Puerto Rico is entangled in a heated public health debate over vaccines and masks


SAN JUAN, Puerto Rico (AP) — A fiery debate over public health and personal rights gripped Puerto Rico this week, intensifying Wednesday when legislators clashed with medical experts.

The debate began earlier this month after the administrator of Puerto Rico’s House of Representatives announced the mandatory use of face masks, following various COVID-19 cases reported in the seaside Capitol building.

One conservative legislator, Lisie Burgos, refused to wear a mask and was removed from a hearing last week, prompting her to file a lawsuit on Monday that has yet to be resolved. Later that day a judge ordered that, in the meantime, the island’s House of Representatives should not “prohibit, prevent or interfere” with Burgos’ right to attend meetings.

Many were outraged by the ruling, noting that the island of 3.2 million people is reporting some 1,100 COVID-19 cases a day, with nearly 25% of tests returning a positive result. Last November, Puerto Rico’s government also declared a flu epidemic.

Hours after the judge’s ruling on Monday, the president of the House of Representatives declared a state of emergency and announced that all sessions would be held virtually until the end of February.

Puerto Rico’s Senate has said it is not considering similar measures.

As representatives gathered behind their computer screens this week, they tackled a proposed bill that would eliminate vaccine requirements for schoolchildren younger than 5, a proposal that further enflamed the ongoing health debate.

On Wednesday, medical experts condemned the bill.

“This bill, in essence, inserts the state into an anti-science, ideological current that has been gaining followers in what has been described as a new age of obscurantism,” said Dr. Carlos Díaz Vélez, president of Puerto Rico’s Association of Surgeons.

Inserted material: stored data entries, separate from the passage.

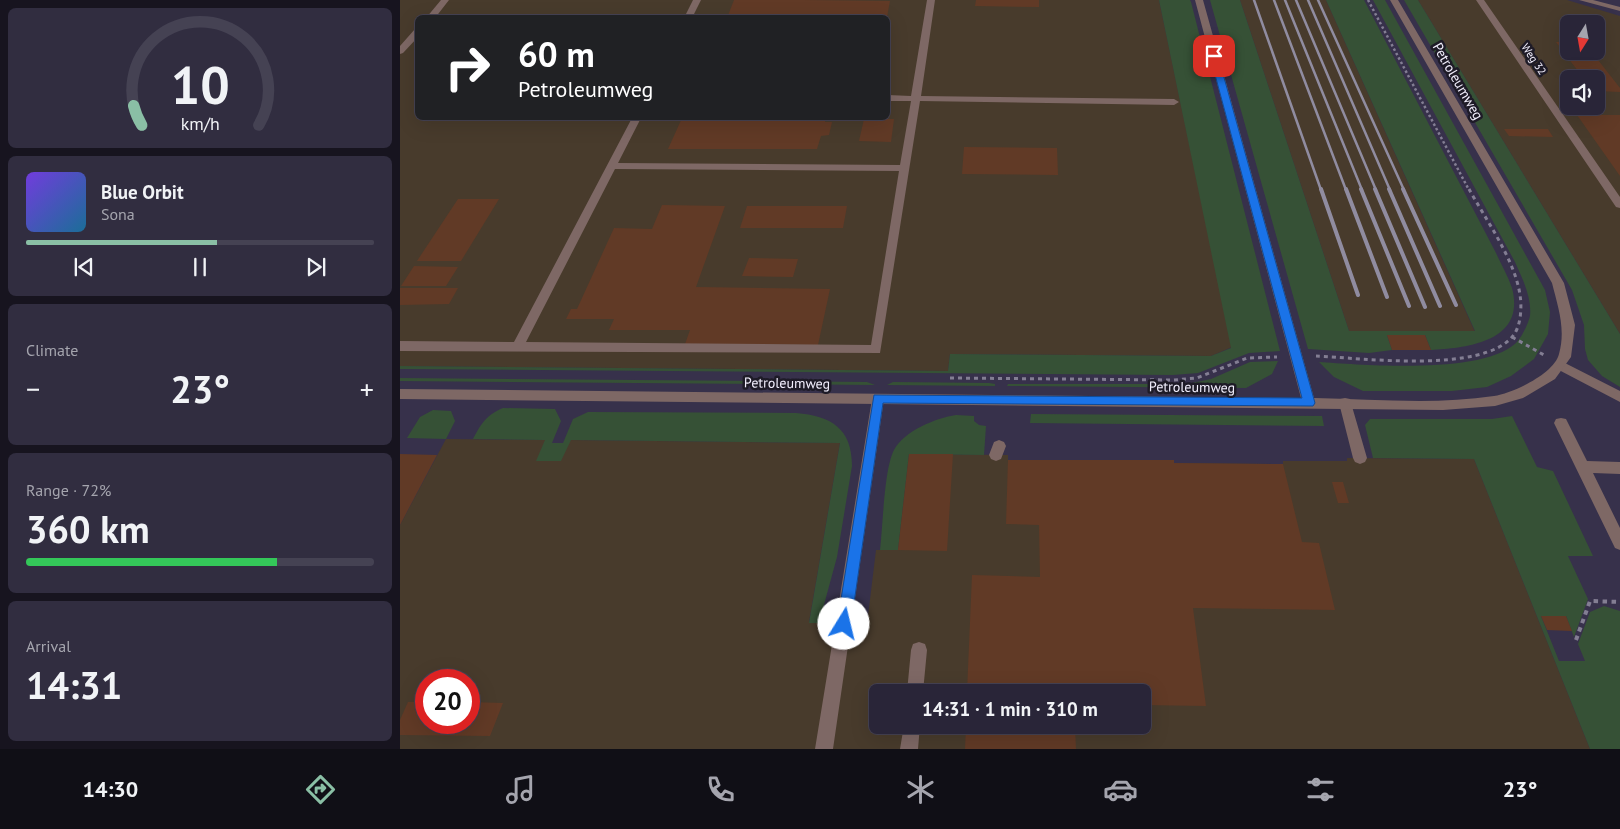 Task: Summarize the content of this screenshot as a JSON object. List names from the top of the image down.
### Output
{
  "streets": {
    "street": ["Weg 32", "Petroleumweg"]
  },
  "north": "bottom",
  "page": {
    "turn": ["60 m", "Petroleumweg"],
    "song": ["Blue Orbit", "Sona"],
    "tile": [
      "Climate",
      ["Range · 72%", "360 km"],
      ["Arrival", "14:31"]
    ],
    "heat": ["−", "23°", "+"],
    "limit": "20",
    "trip": "14:31 · 1 min · 310 m",
    "tabs": ["14:30", "23°"],
    "gauge": ["10", "km/h"]
  }
}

Other doctors testified about the safety and need for vaccines. Waleska Crespo, president of an association of private high schools and universities, echoed their concerns.

“It’s the government that mainly has to protect the fundamental right to health,” she said.

The bill was submitted by Burgos, member of a small conservative party, and four other legislators who represent Puerto Rico’s two biggest political parties. They argue that parents or legal guardians who do not believe in vaccination for religious purposes or other reasons should be exempt.

Backing the bill was Carlos Pérez Toro, a Catholic priest, who spoke at Wednesday’s hearing.

“The lack of informing parents, so they are the ones who ultimately decide what is best for the health of their children, led to government decisions on forced vaccination that were often not based on the need to protect the school community from contagious diseases,” he said.

The hearings over the bill are ongoing, with several legislators vowing to fight its approval as well as the pending lawsuit filed by Burgos rejecting the face mask requirement.